▶ _TASK_
Pull out every line below containing the word "Keep".

▶ _Stored data entries_
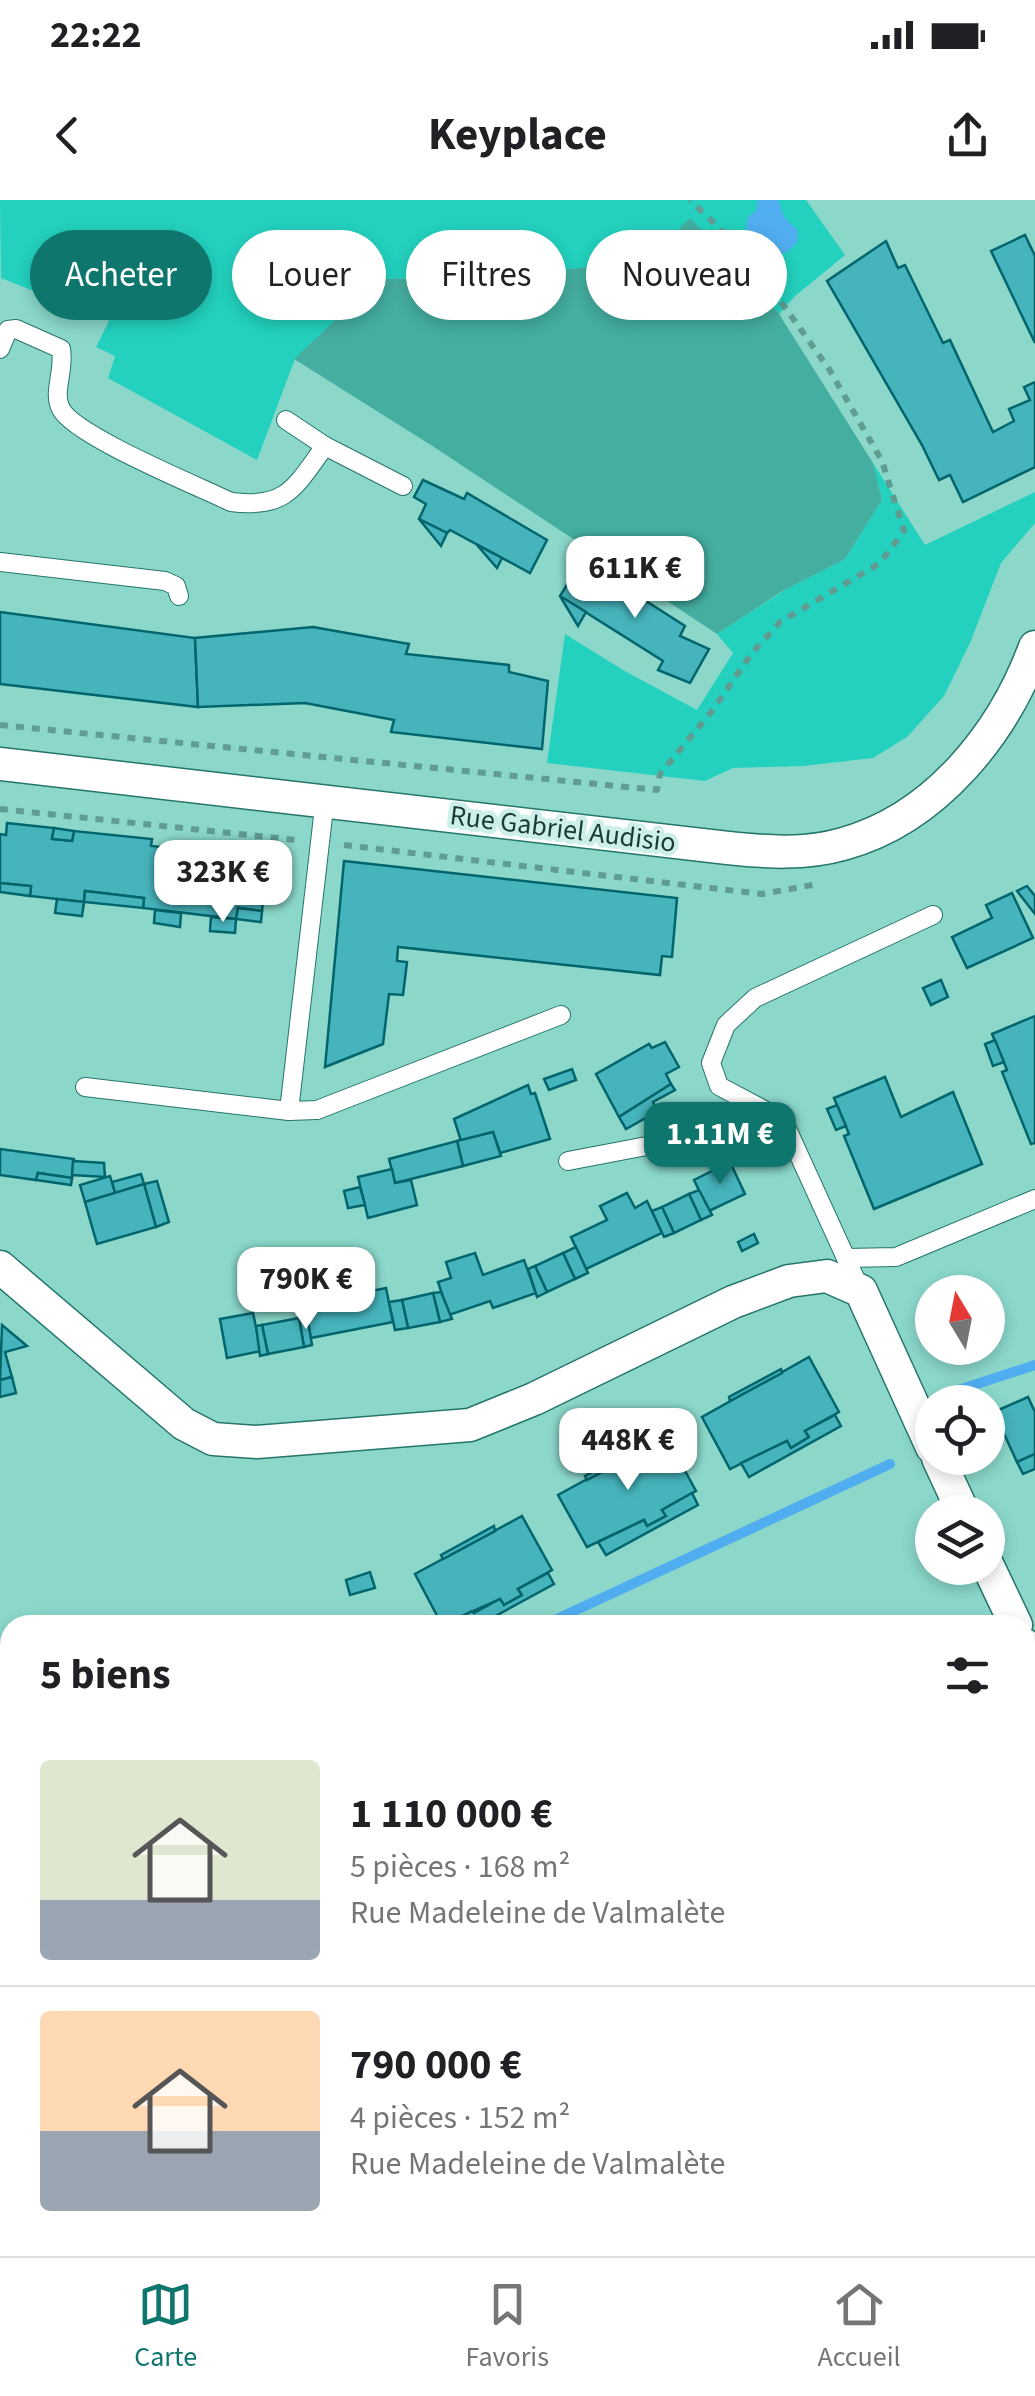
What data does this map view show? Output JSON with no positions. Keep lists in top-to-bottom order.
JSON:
{
  "streets": {
    "street": ["Rue Gabriel Audisio"]
  },
  "north": "top",
  "page": {
    "status": "22:22",
    "header": "Keyplace",
    "chip": [
      "Acheter",
      "Louer",
      "Filtres",
      "Nouveau"
    ],
    "price": [
      "611K €",
      "323K €",
      "1.11M €",
      "790K €",
      "448K €"
    ],
    "heading": "5 biens",
    "list": [
      {
        "name": "1 110 000 €",
        "note": "5 pièces · 168 m² · Rue Madeleine de Valmalète"
      },
      {
        "name": "790 000 €",
        "note": "4 pièces · 152 m² · Rue Madeleine de Valmalète"
      }
    ],
    "tabs": ["Carte", "Favoris", "Accueil"]
  }
}
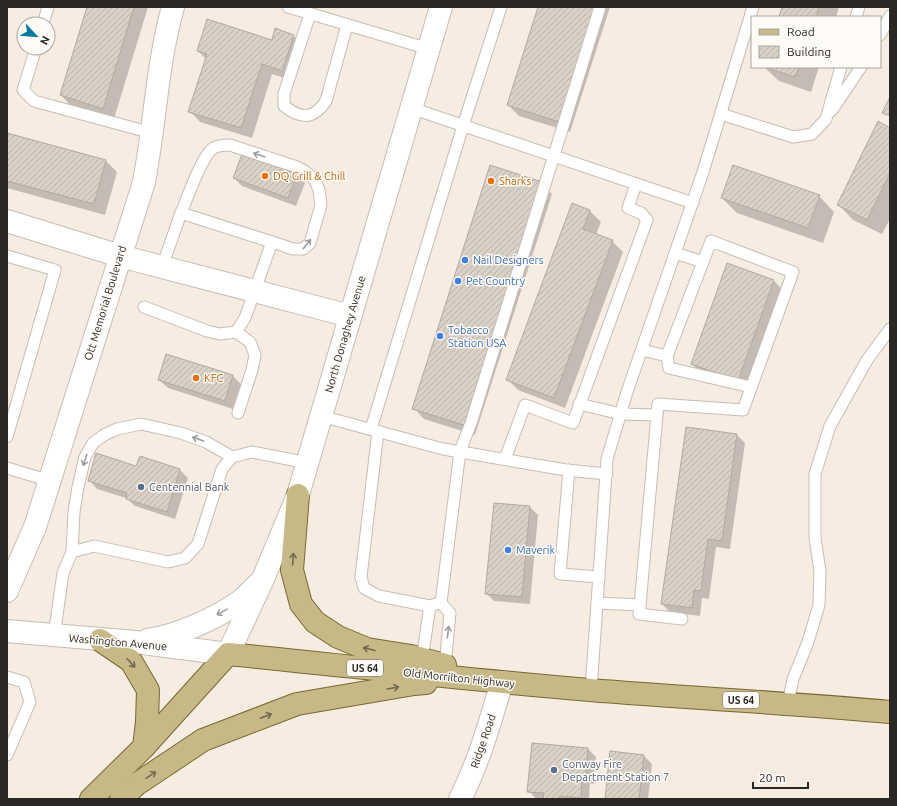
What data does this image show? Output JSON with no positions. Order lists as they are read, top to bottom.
{
  "streets": {
    "main road": ["US 64", "Old Morrilton Highway"],
    "street": [
      "Ott Memorial Boulevard",
      "North Donaghey Avenue",
      "Washington Avenue",
      "Ridge Road"
    ]
  },
  "crossings": [
    ["North Donaghey Avenue", "Washington Avenue"],
    ["North Donaghey Avenue", "Old Morrilton Highway"],
    ["Washington Avenue", "Old Morrilton Highway"],
    ["Old Morrilton Highway", "Ridge Road"]
  ],
  "places": [
    "DQ Grill & Chill",
    "Sharks",
    "Nail Designers",
    "Pet Country",
    "Tobacco Station USA",
    "KFC",
    "Centennial Bank",
    "Maverik",
    "Conway Fire Department Station 7"
  ],
  "legend": ["Road", "Building"],
  "scale_bar": "20 m",
  "north": "bottom right"
}
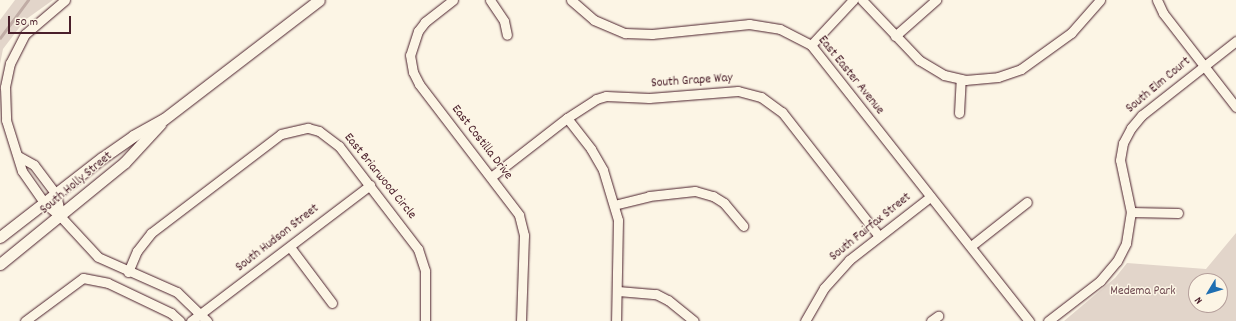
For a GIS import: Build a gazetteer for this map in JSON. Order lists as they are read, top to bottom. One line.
{"streets":{"main road":["South Holly Street"],"street":["East Easter Avenue","South Grape Way","South Elm Court","East Costilla Drive","East Briarwood Circle","South Fairfax Street","South Hudson Street"]},"crossings":[["East Easter Avenue","South Fairfax Street"],["South Grape Way","East Costilla Drive"],["South Grape Way","South Fairfax Street"],["East Briarwood Circle","South Hudson Street"]],"parks":["Medema Park"],"scale_bar":"50 m","north":"bottom left"}
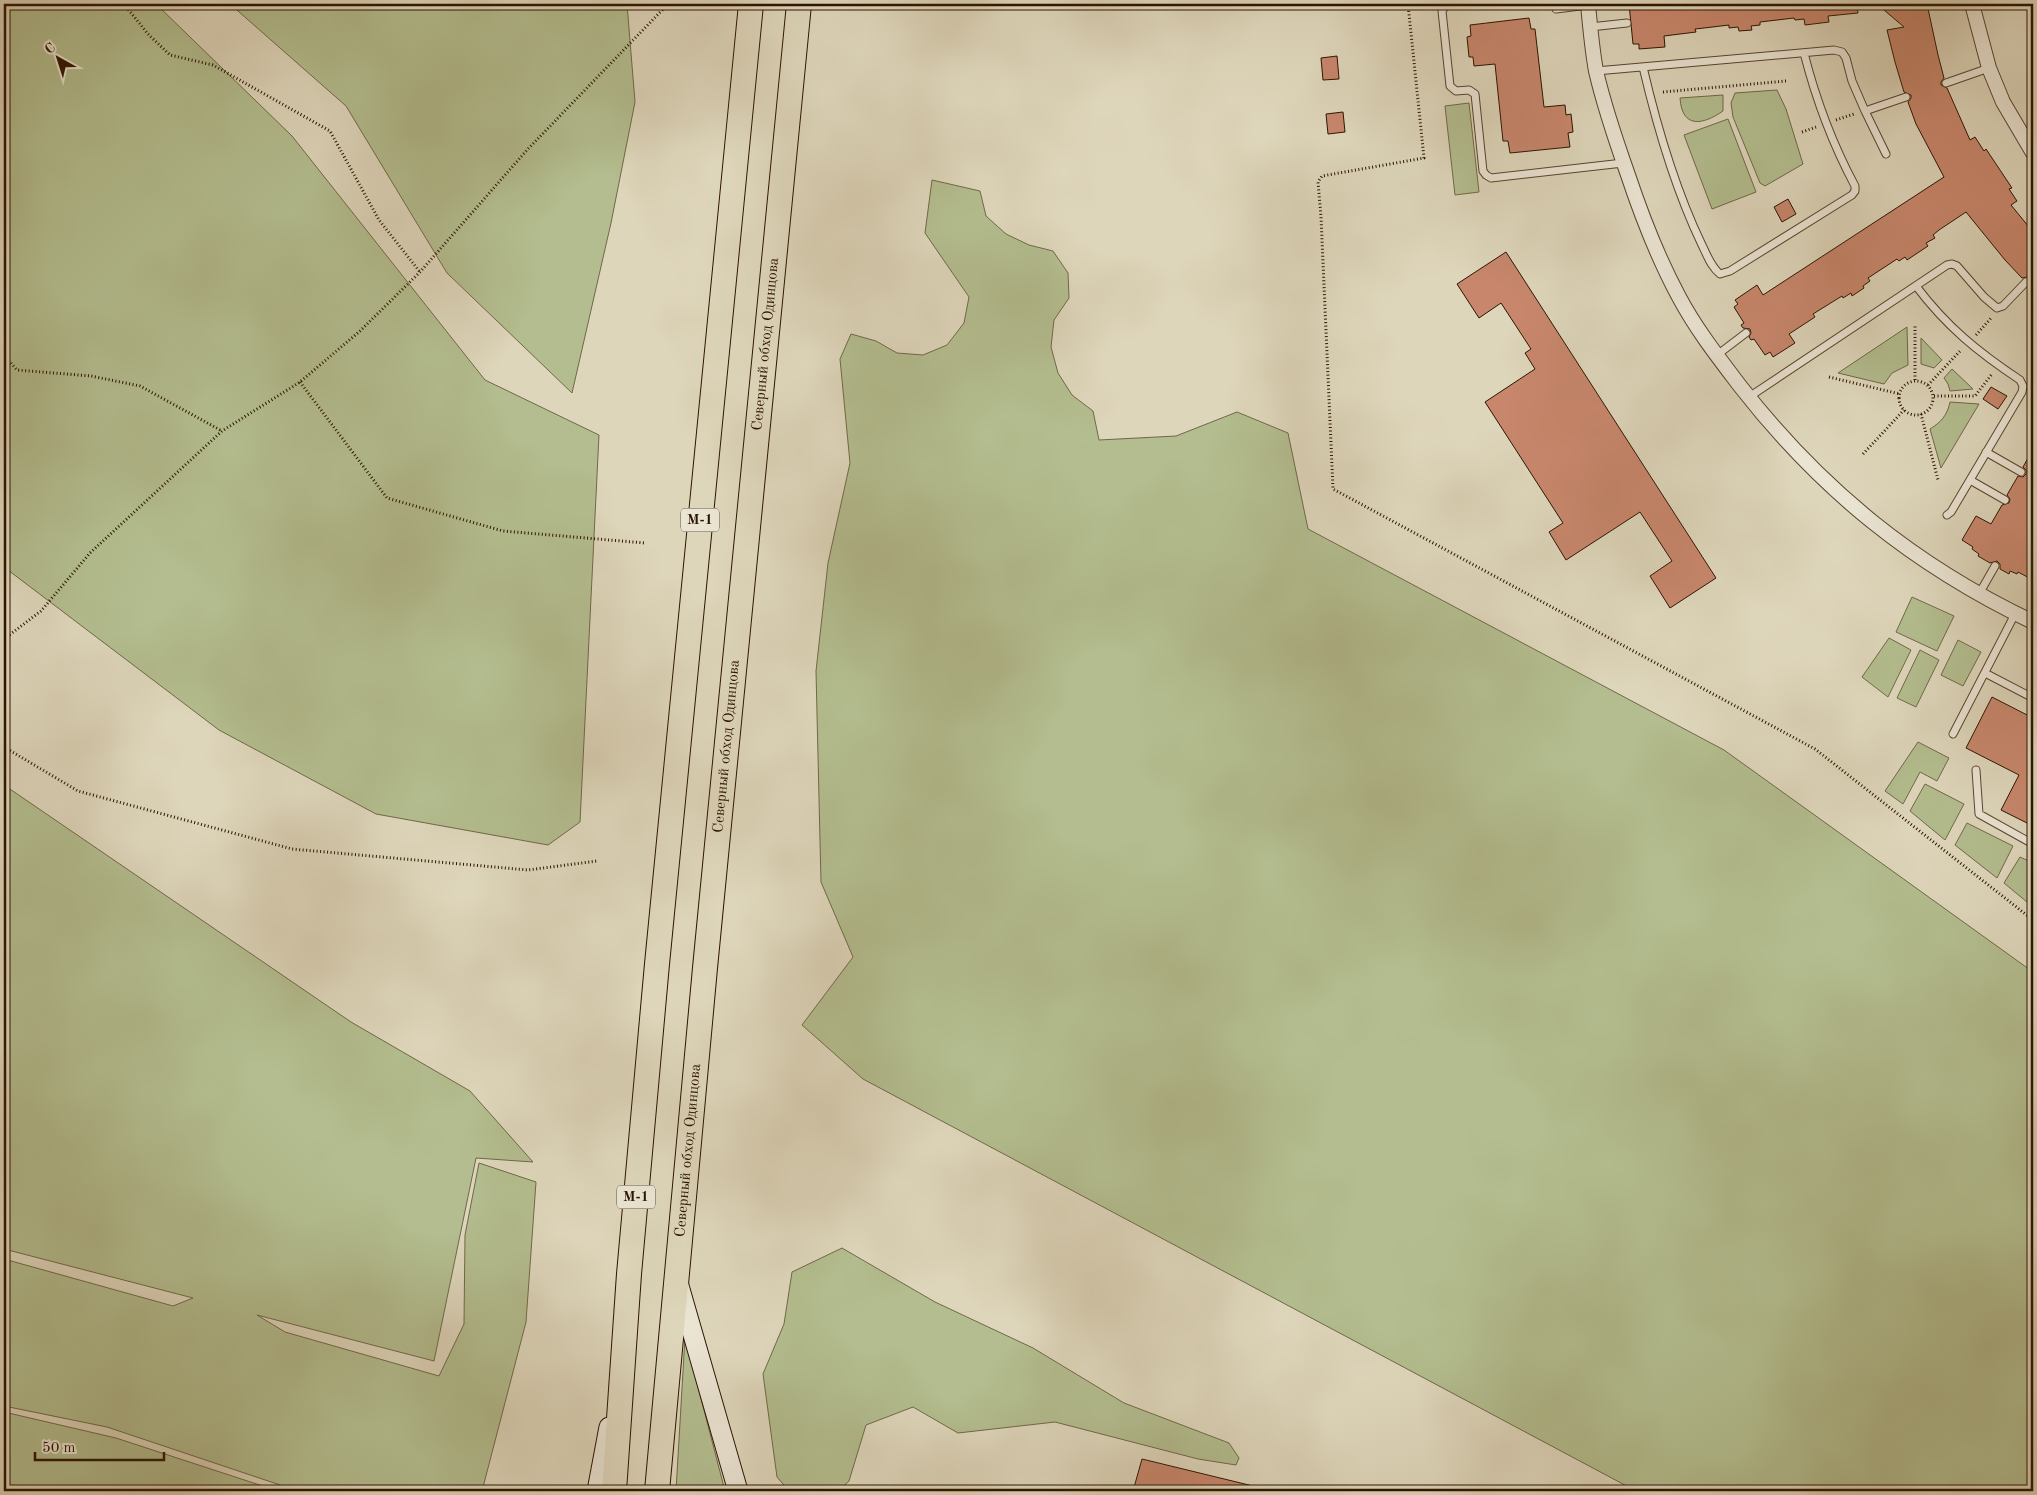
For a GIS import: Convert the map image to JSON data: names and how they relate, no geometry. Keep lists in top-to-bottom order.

▶ _EXERCISE SOLUTION_
What data does this map view show? Output JSON with no positions. Keep lists in top-to-bottom order.
For a GIS import: Convert the map image to JSON data: names and how they relate, no geometry. Keep lists in top-to-bottom order.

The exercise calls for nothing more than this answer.